Quand le glissement hante les esprits de la cité de l’UA
7 août 2020La tentation ! Encore la tentation, vieille comme la terre. Elle emporte tout sur son passage sauf le fils de Dieu qui l’a vaincue. Mais les hommes, eux, ont la meilleure formule : « la meilleure façon de résister à la tentation, c’est d’y succomber, comme ça elle ne te poursuivra plus ». Joseph Kabila en sait quelque chose pour avoir mordu à l’hameçon du « glissement » de 2016, imposant ainsi le concept dans le dictionnaire politique congolais.

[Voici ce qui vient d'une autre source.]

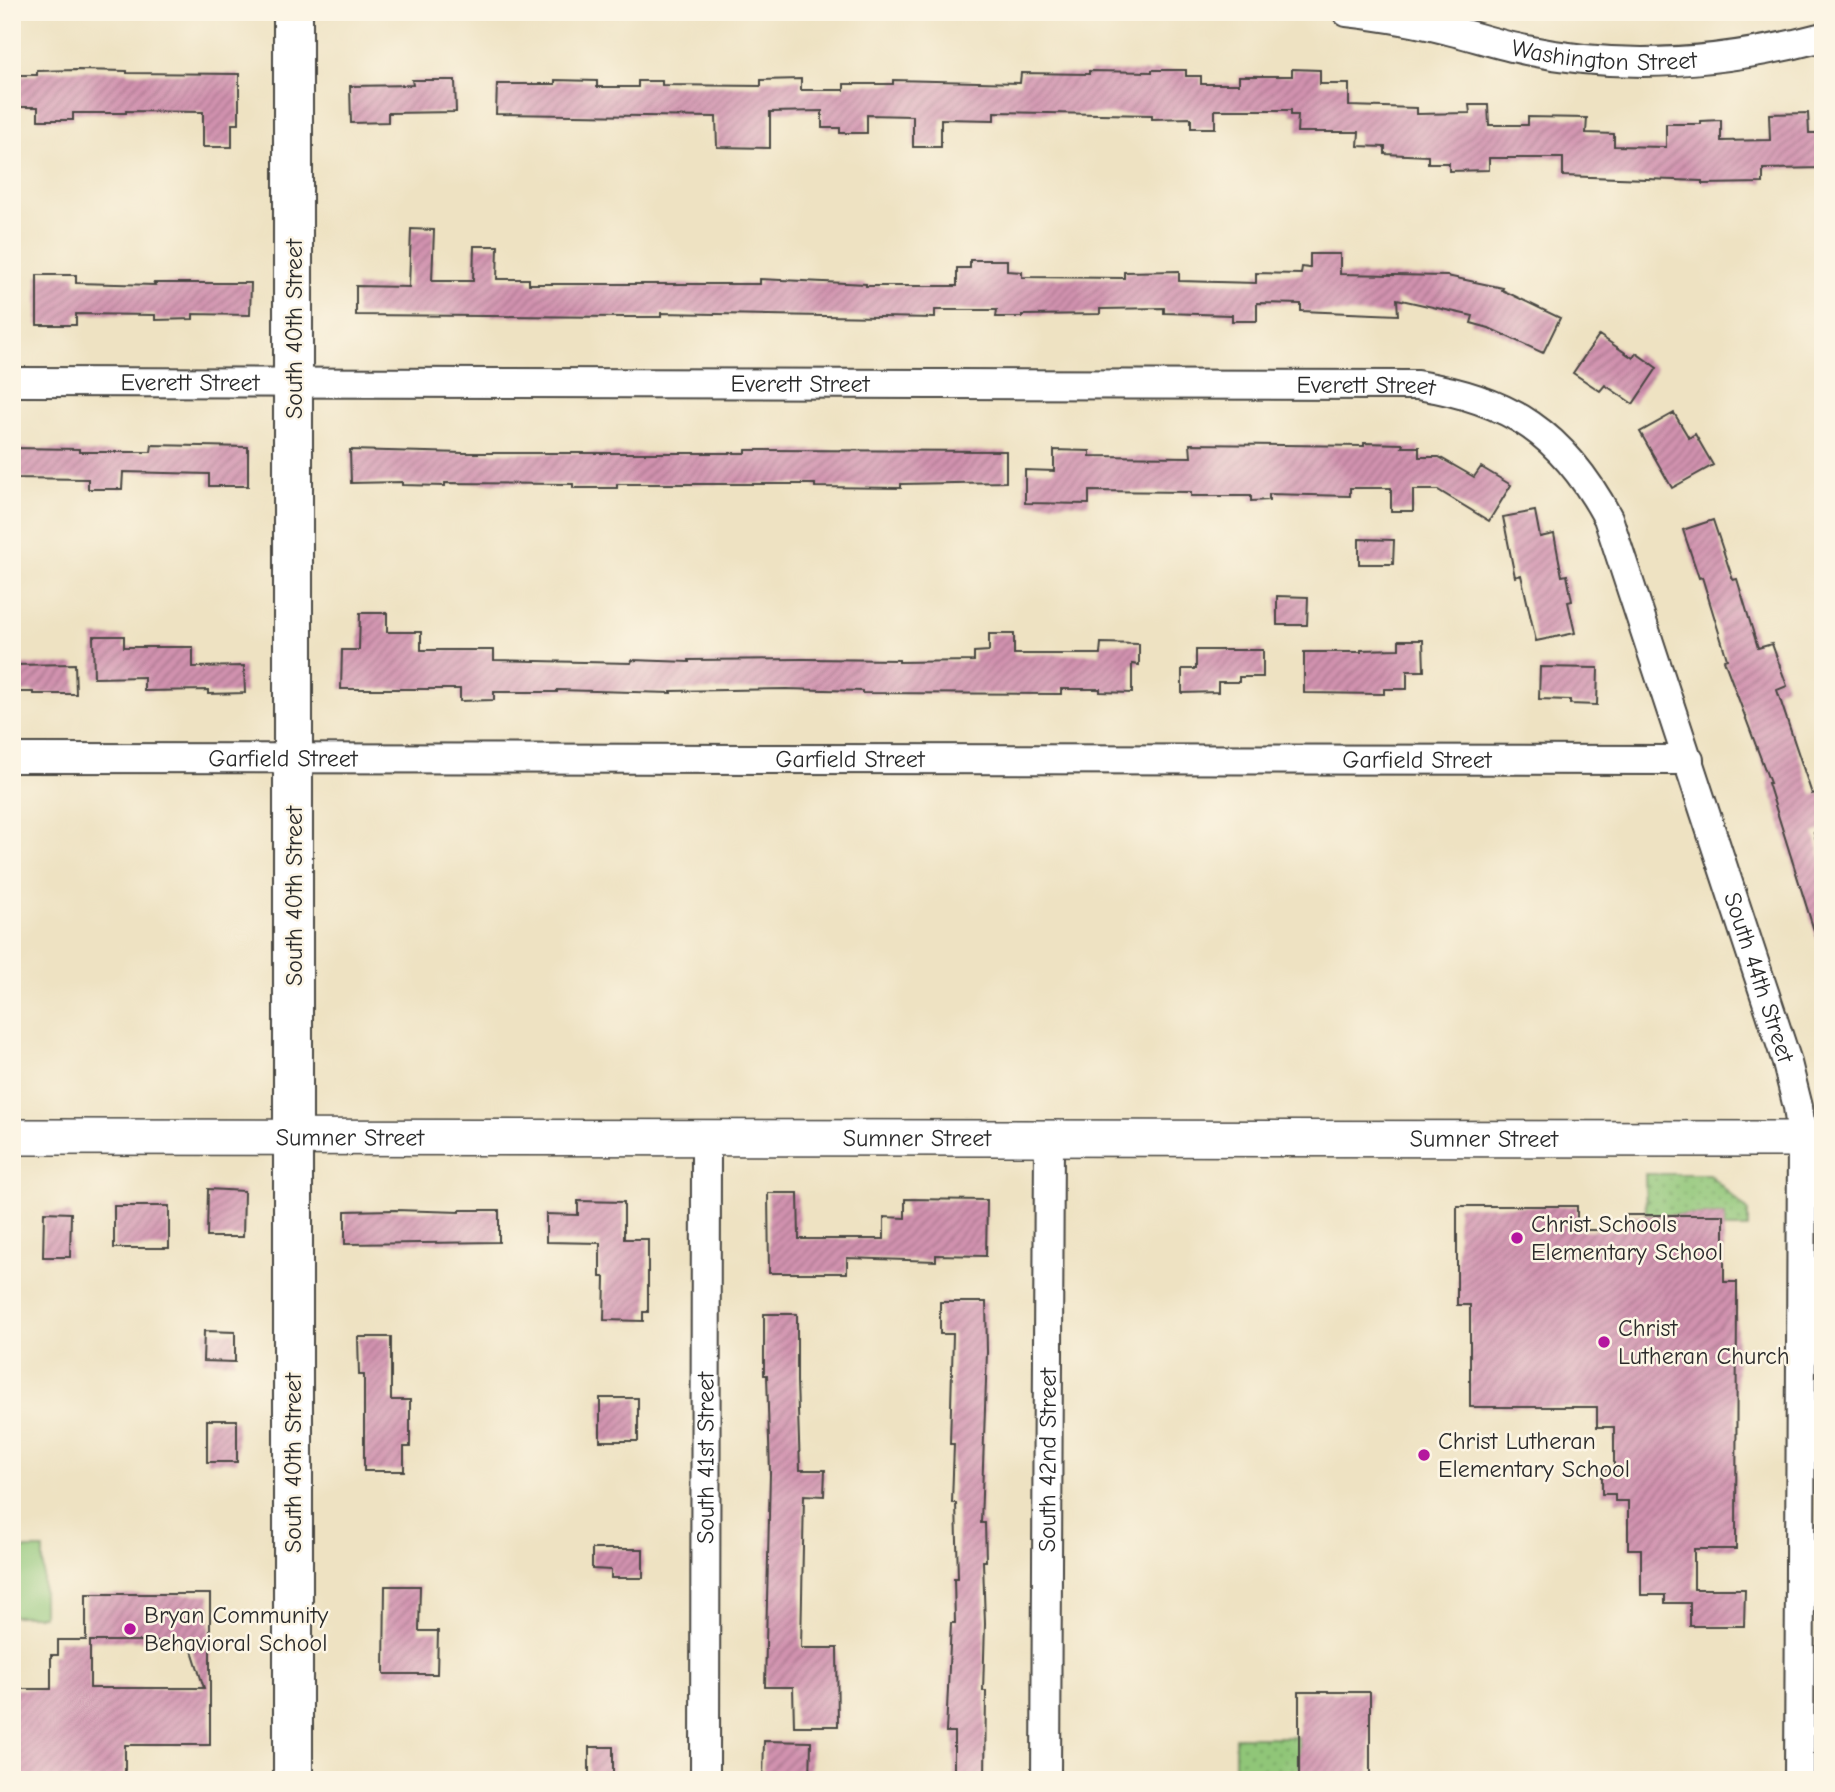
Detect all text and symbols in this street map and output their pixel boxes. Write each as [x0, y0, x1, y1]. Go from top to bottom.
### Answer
street label: Washington Street [1509, 33, 1699, 76]
street label: South 40th Street [280, 238, 308, 419]
street label: Everett Street [120, 368, 261, 397]
street label: Everett Street [730, 370, 871, 398]
street label: Everett Street [1296, 371, 1439, 402]
street label: Garfield Street [208, 744, 359, 772]
street label: Garfield Street [775, 745, 926, 773]
street label: Garfield Street [1342, 746, 1493, 774]
street label: South 40th Street [280, 805, 308, 986]
street label: South 44th Street [1718, 889, 1800, 1067]
street label: Sumner Street [276, 1123, 425, 1151]
street label: Sumner Street [843, 1124, 992, 1152]
street label: Sumner Street [1410, 1125, 1559, 1153]
place label: Christ Schools Elementary School [1531, 1210, 1723, 1266]
marker: Christ Schools Elementary School [1509, 1230, 1525, 1246]
place label: Christ Lutheran Church [1618, 1314, 1790, 1370]
marker: Christ Lutheran Church [1596, 1334, 1612, 1350]
street label: South 42nd Street [1033, 1367, 1062, 1552]
street label: South 41st Street [691, 1371, 720, 1544]
street label: South 40th Street [279, 1372, 307, 1553]
place label: Christ Lutheran Elementary School [1438, 1427, 1630, 1483]
marker: Christ Lutheran Elementary School [1416, 1447, 1432, 1463]
place label: Bryan Community Behavioral School [144, 1601, 328, 1657]
marker: Bryan Community Behavioral School [122, 1621, 138, 1637]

Son successeur peut-il résister à ce miel que lui tend le pouvoir ?
A la montagne sainte de Ngaliema, où Tshisekedi « jeûne, prie toujours avec sa bible », un ange des ténèbres est venu lui proposer toutes les merveilles du pouvoir : « tu vois : le pouvoir, les élections, l’après 2023, m’appartiennent. Si tu t’agenouilles devant moi, et tu m’adores, je te donne tout même l’éternisation au pouvoir », lui a-t-il proposé. Il n’y a que Jésus qui pouvait refuser une telle proposition.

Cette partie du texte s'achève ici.